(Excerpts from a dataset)

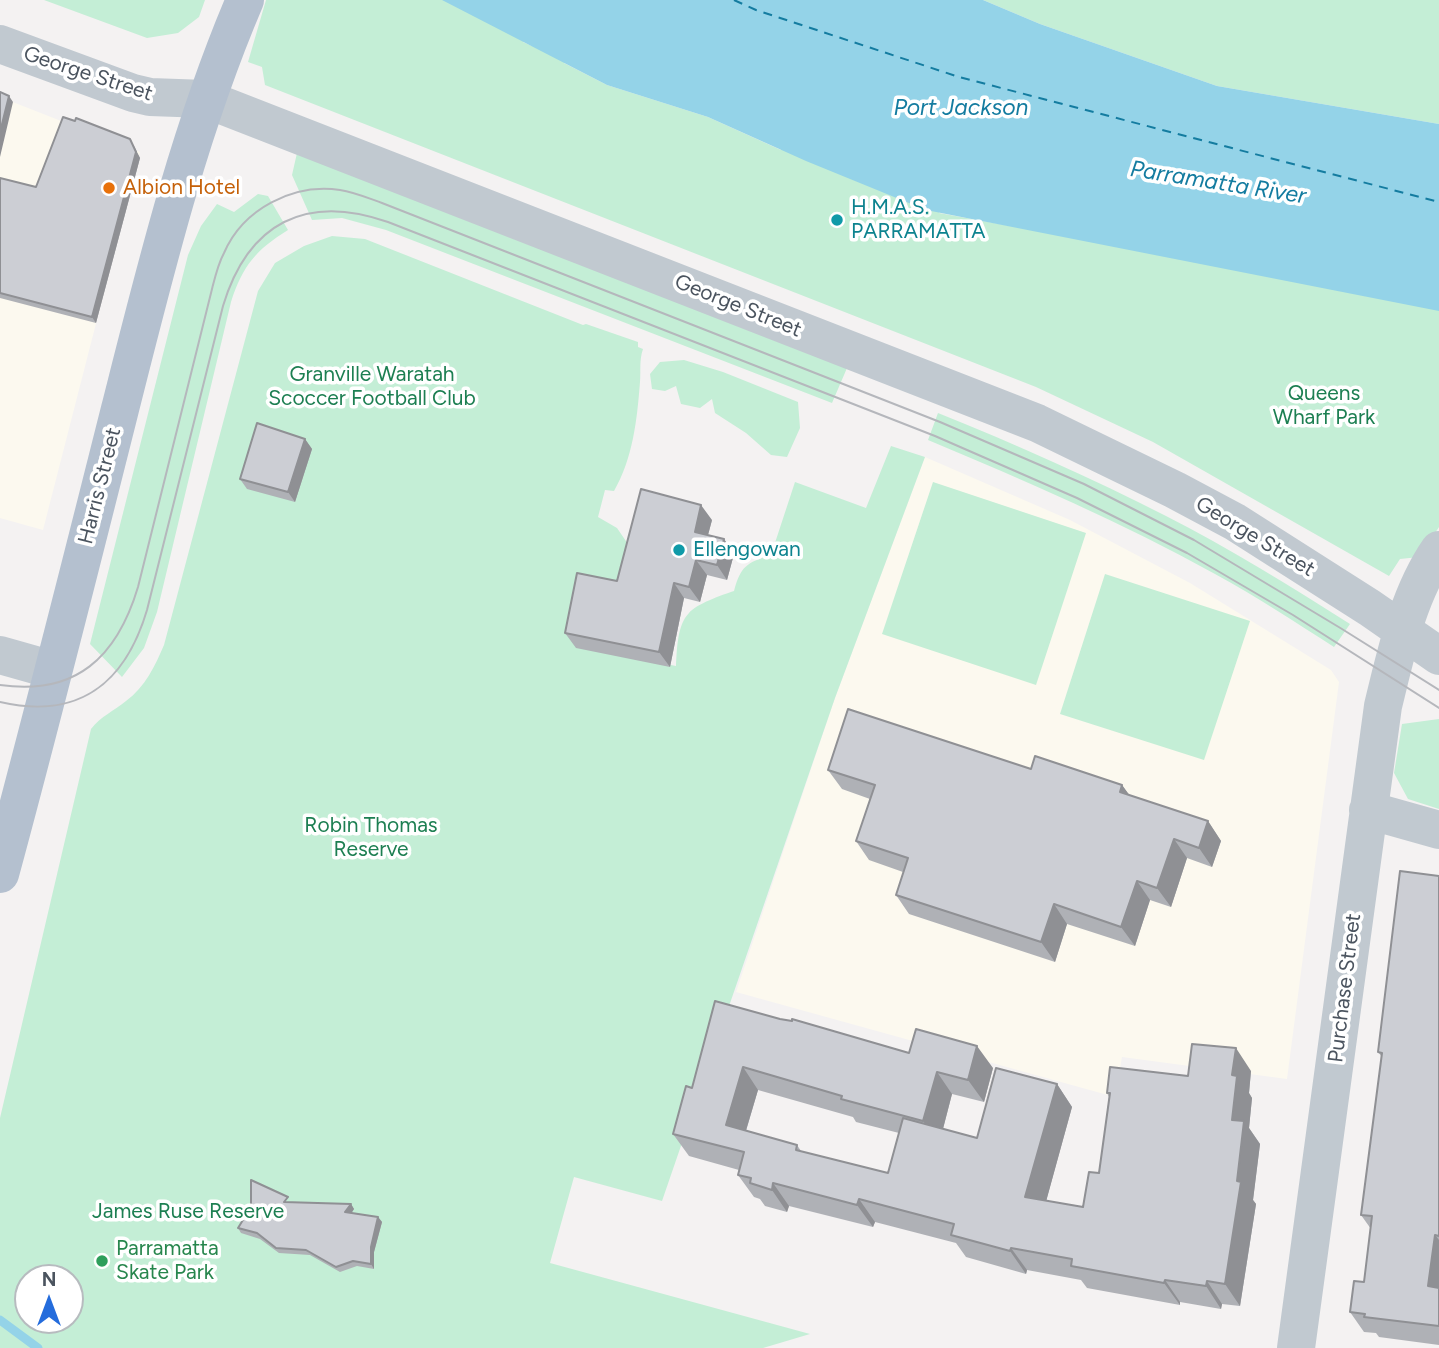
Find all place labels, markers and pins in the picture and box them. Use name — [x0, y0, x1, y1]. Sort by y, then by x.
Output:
place label: Albion Hotel — [123, 175, 240, 201]
marker: Albion Hotel — [101, 180, 117, 196]
place label: H.M.A.S. PARRAMATTA — [851, 195, 986, 245]
marker: H.M.A.S. PARRAMATTA — [829, 212, 845, 228]
place label: Ellengowan — [693, 537, 801, 563]
marker: Ellengowan — [671, 542, 687, 558]
place label: Parramatta Skate Park — [116, 1236, 219, 1286]
marker: Parramatta Skate Park — [94, 1253, 110, 1269]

> _How to complete this task_: With the pictures removed, return each record above exactly as given.

> _Solution for this task_:
Find all place labels, markers and pins in the picture and box them. Use name — [x0, y0, x1, y1]. Sort by y, then by x.
Output:
place label: Albion Hotel — [123, 175, 240, 201]
marker: Albion Hotel — [101, 180, 117, 196]
place label: H.M.A.S. PARRAMATTA — [851, 195, 986, 245]
marker: H.M.A.S. PARRAMATTA — [829, 212, 845, 228]
place label: Ellengowan — [693, 537, 801, 563]
marker: Ellengowan — [671, 542, 687, 558]
place label: Parramatta Skate Park — [116, 1236, 219, 1286]
marker: Parramatta Skate Park — [94, 1253, 110, 1269]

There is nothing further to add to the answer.